From Habitat magazine - issue 08

The house burns down due to an electrical fault, a storm takes off the roof or a pipe bursts while you’re on holiday. Does your insurance policy cover such things? It might not.

Home insurance

Home insurance. It’s one of those phrases that may make you cringe – premium payments, forms, claims, excess. But one thing is for sure, you need it. And not just the bare minimum – enough to replace your home and everything in it.

There are always different options to consider when you’re purchasing insurance. Don’t scrimp on the research or the premium or you may find there are some circumstances for which you are not covered.

  1. Acts of God – this is an old term meaning unforeseen events that could not be attributed to a person who could then be held liable for the damage caused. A storm could be considered an ‘Act of God’ but nowadays insurance policies can cover damage caused by a specific event such as a storm or unforeseen and accidental damage caused by wind, rain or trees blowing into your house.

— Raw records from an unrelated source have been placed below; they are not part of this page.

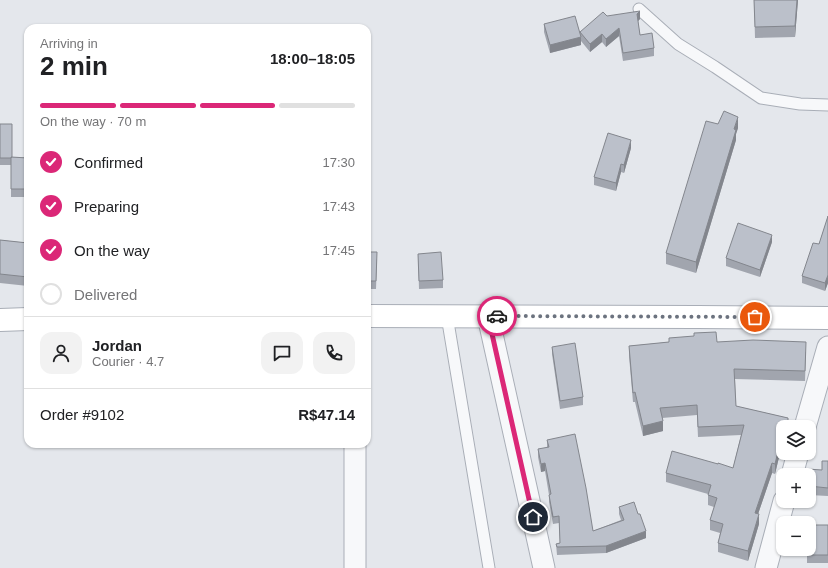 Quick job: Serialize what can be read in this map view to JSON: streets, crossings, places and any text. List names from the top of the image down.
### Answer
{
  "page": {
    "heading": ["2 min", "Arriving in", "18:00–18:05"],
    "panel": [
      "Jordan",
      "Courier · 4.7",
      "Order #9102",
      "R$47.14"
    ],
    "bar": "On the way · 70 m",
    "list": [
      ["Confirmed", "17:30"],
      ["Preparing", "17:43"],
      ["On the way", "17:45"],
      "Delivered"
    ],
    "map_buttons": ["+", "−"]
  }
} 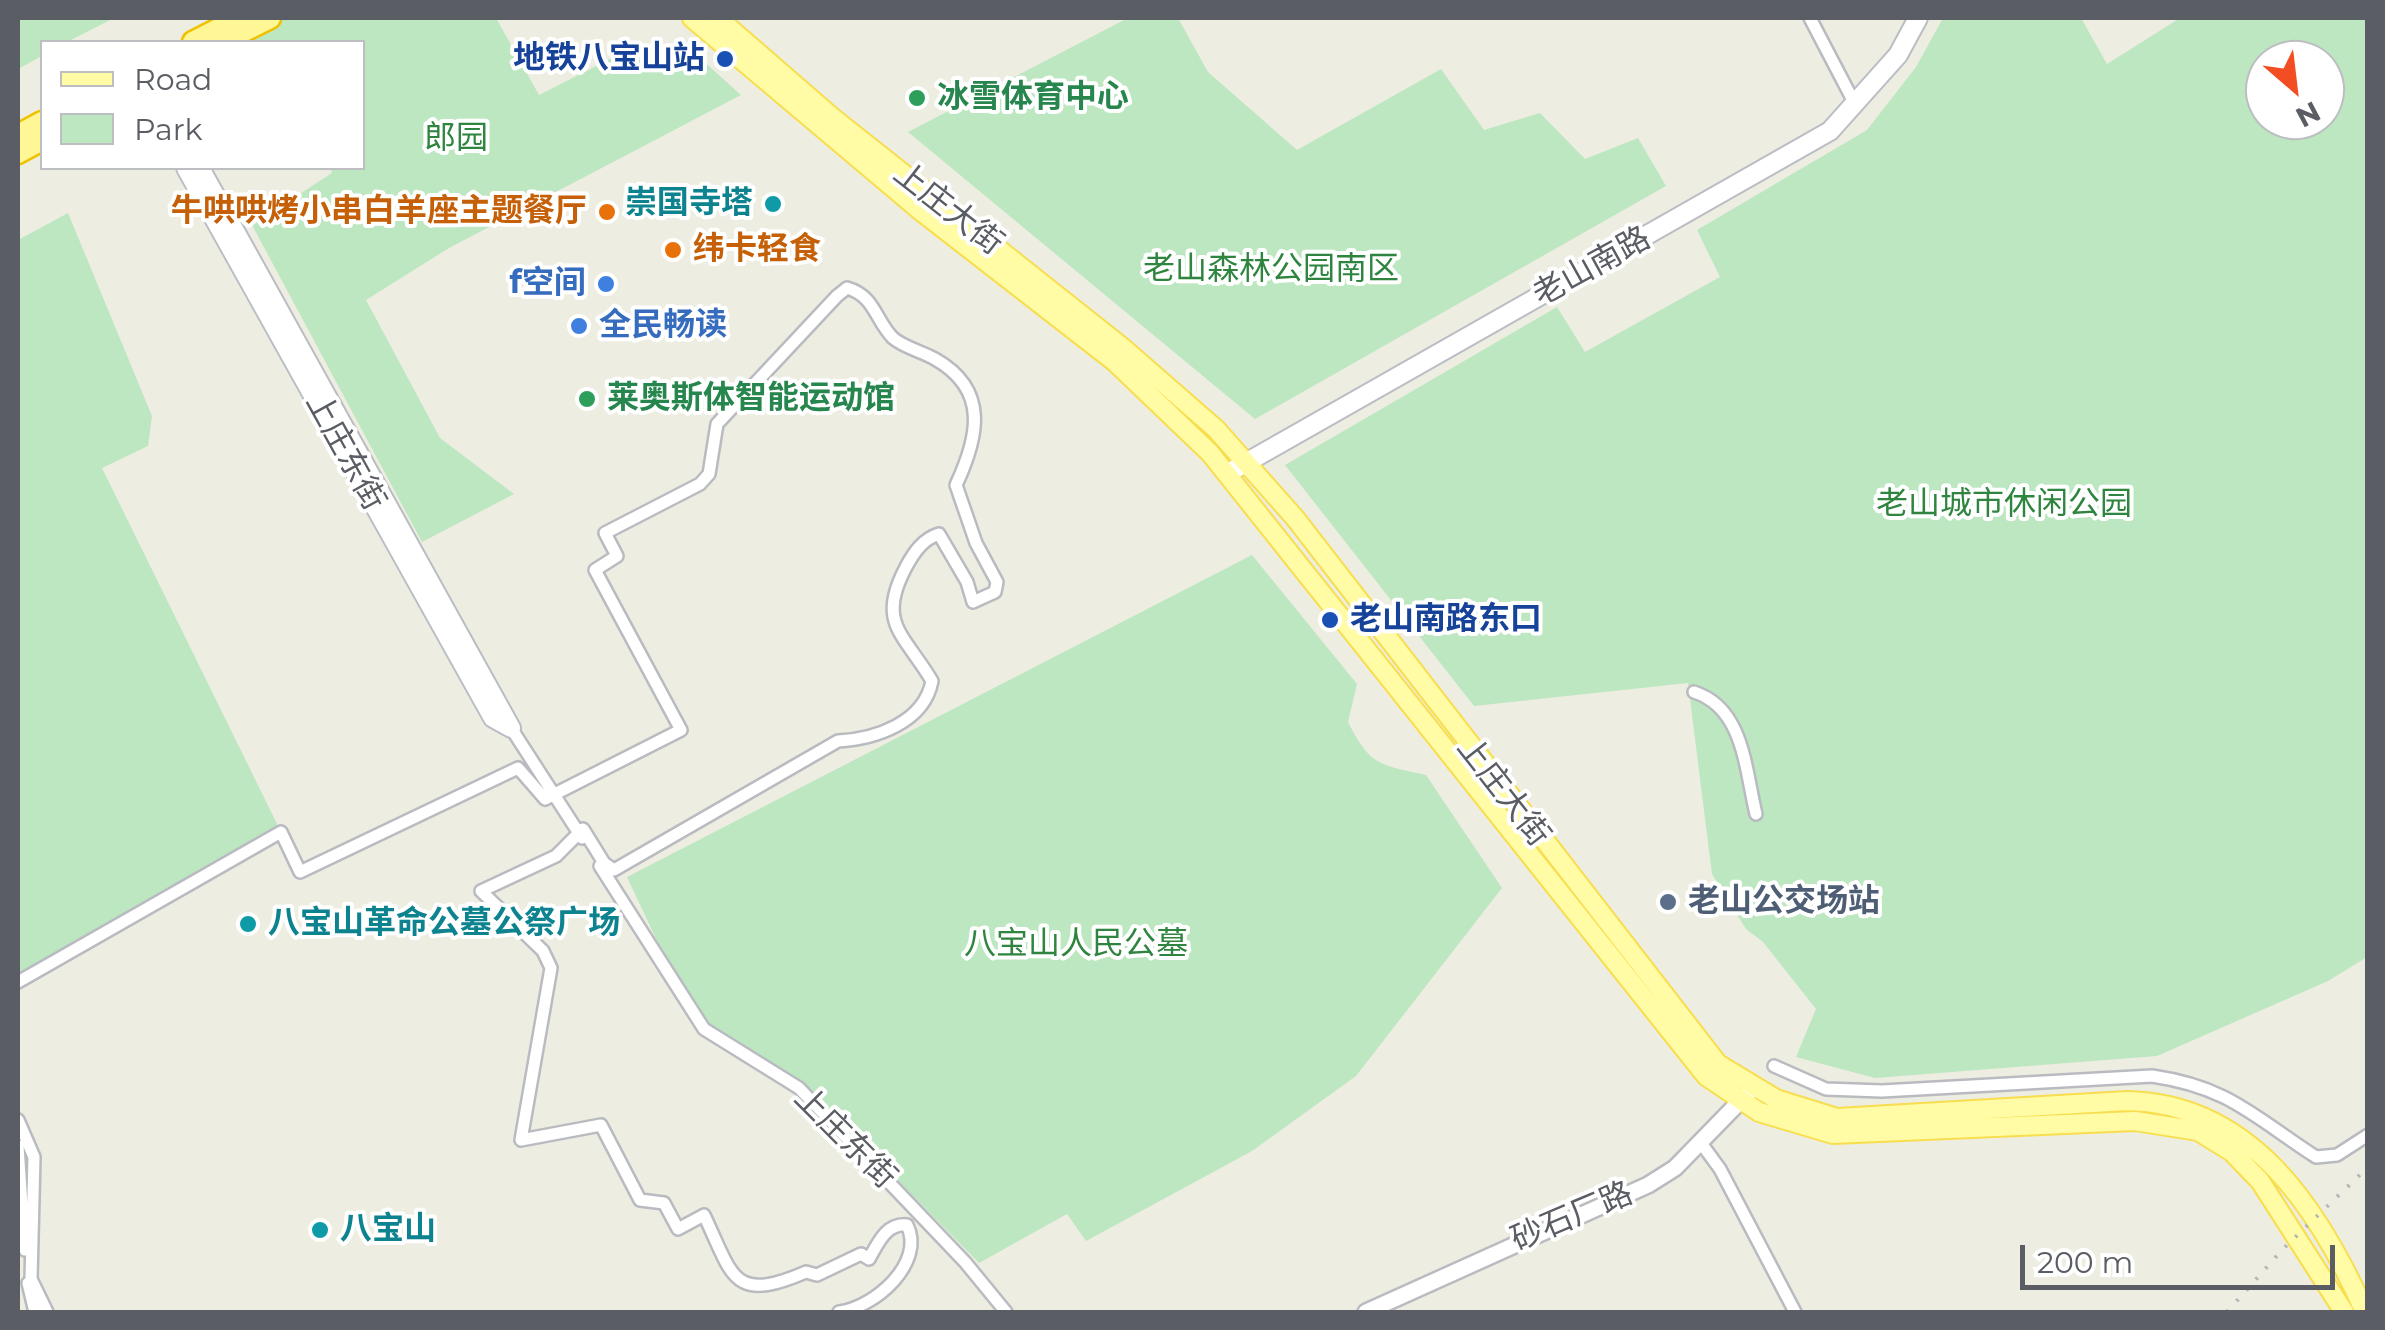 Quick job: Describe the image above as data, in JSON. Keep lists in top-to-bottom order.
{
  "streets": {
    "main road": ["上庄大街", "老山南路", "上庄东街"],
    "street": ["砂石厂路"]
  },
  "crossings": [
    ["上庄大街", "老山南路"],
    ["上庄大街", "砂石厂路"]
  ],
  "parks": [
    "郎园",
    "老山森林公园南区",
    "老山城市休闲公园",
    "八宝山人民公墓"
  ],
  "places": [
    "地铁八宝山站",
    "冰雪体育中心",
    "崇国寺塔",
    "牛哄哄烤小串白羊座主题餐厅",
    "纬卡轻食",
    "f空间",
    "全民畅读",
    "莱奥斯体智能运动馆",
    "老山南路东口",
    "老山公交场站",
    "八宝山革命公墓公祭广场",
    "八宝山"
  ],
  "legend": ["Road", "Park"],
  "scale_bar": "200 m",
  "north": "bottom right"
} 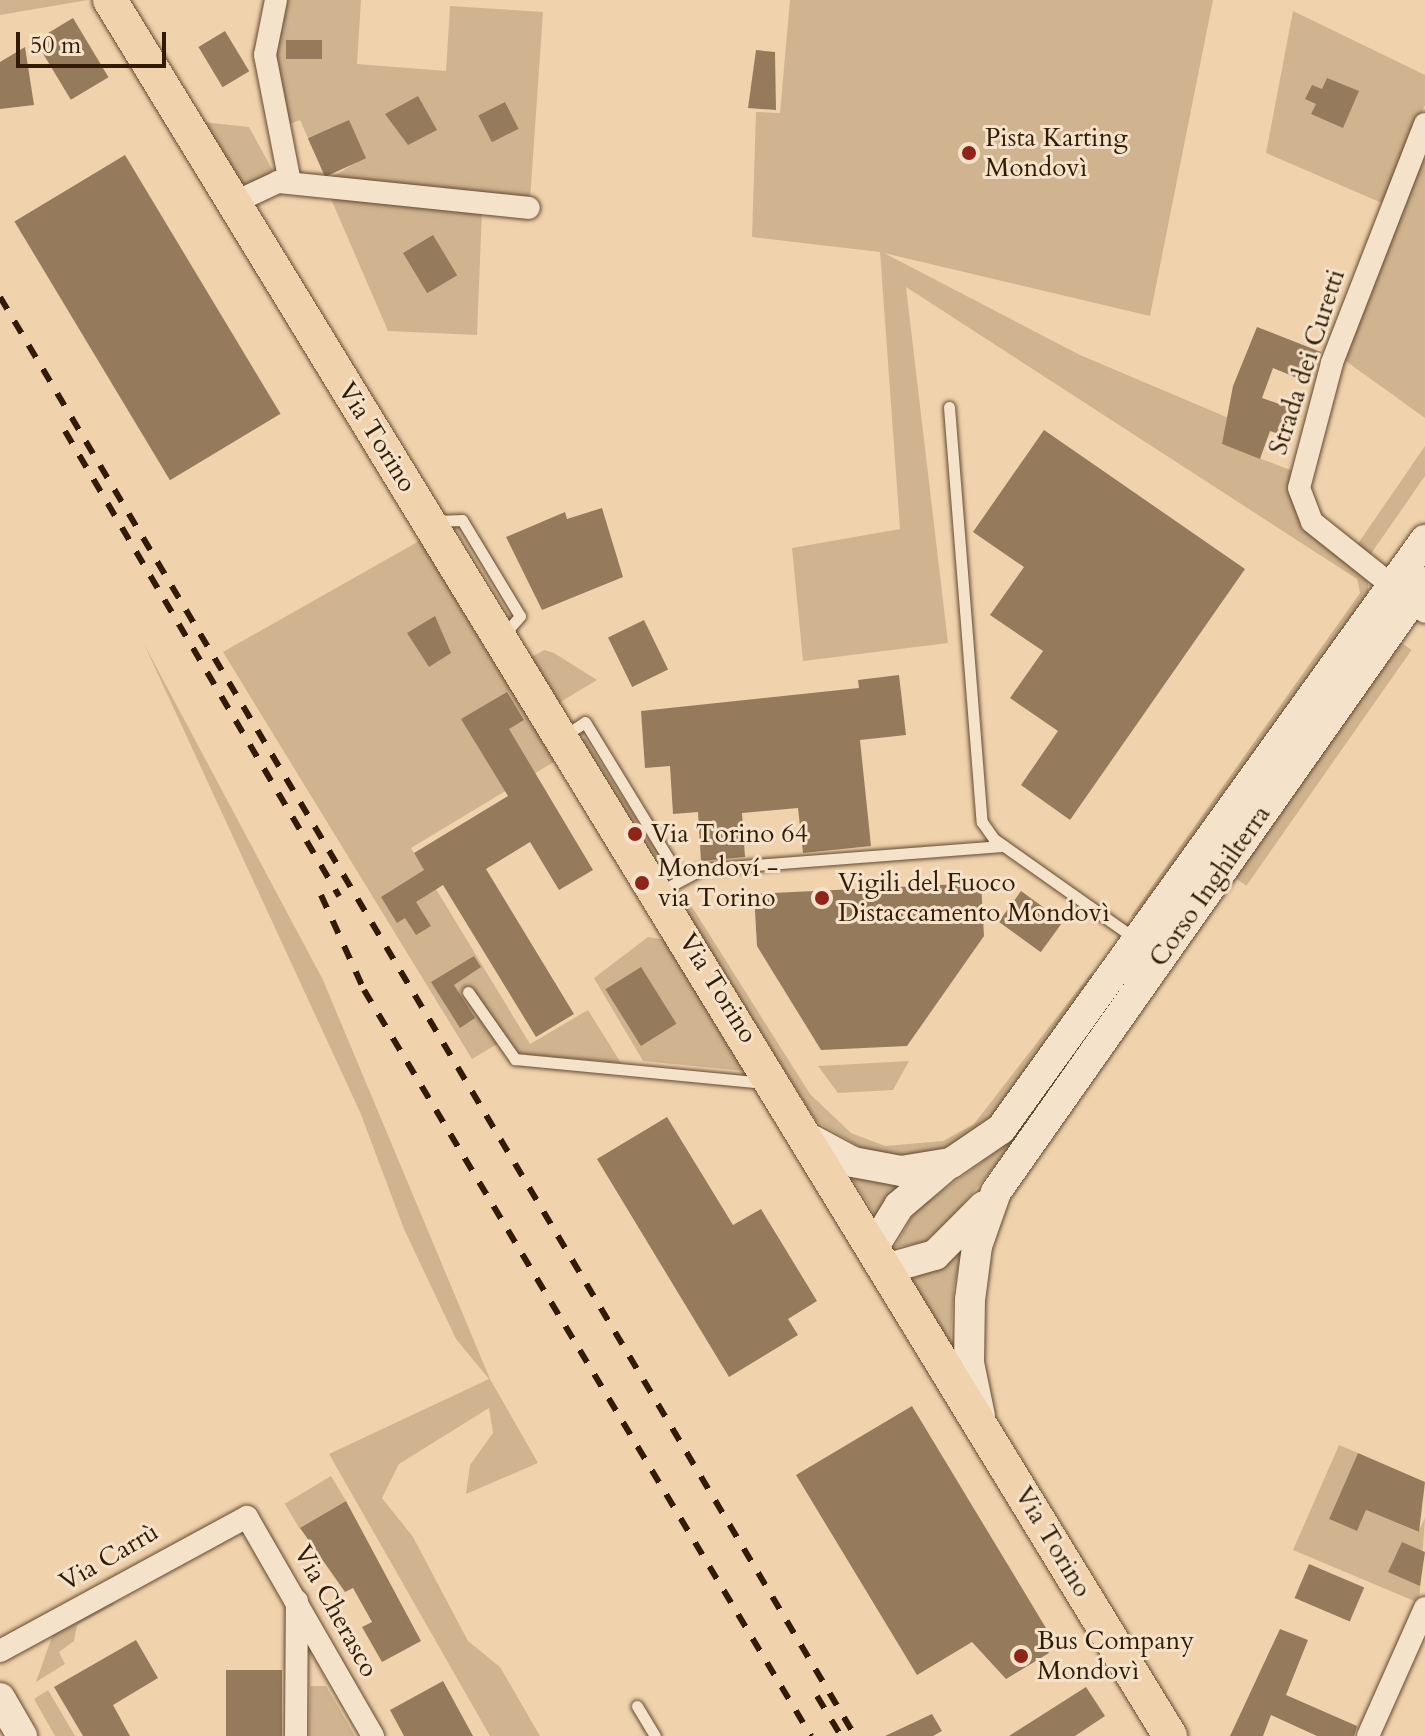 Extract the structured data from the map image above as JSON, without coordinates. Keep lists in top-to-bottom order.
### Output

  2. Maintain your house. Chris Ryan, CEO of the Insurance Council of New Zealand, says your insurance will cover you for all sorts of accidental damage, but he says it’s vital to ensure you maintain your home. “If you have a leak that is left unrepaired for years and the house incurs gradual damage as a result, this will not be covered by your policy.”

    Also, if the wiring of your old villa hasn’t been upgraded for years and causes a fire, you may not be covered. This is a very grey area where no two cases will ever be the same. Essentially, it is about knowledge and intent – if you knew the wiring was dodgy, then your insurer may not cover any fire it causes.

    Or if you know that the gum tree in the back garden has unstable roots, do nothing about it and then it falls on the house, your insurer is within their rights to reject a claim.

  3. Beware when renovating. Another pitfall homeowners can fall into are when changes are made to the house. You should always notify your insurer if you’re undertaking renovations – especially if they’re structural.

  4. Vet your guests. Chris Ryan also points out that damage wrought by people lawfully on your property may not be covered. For example, if you have a party and one of your guests gets drunk and starts smashing things, aside from the friendship being over, your insurance may not cover the damage.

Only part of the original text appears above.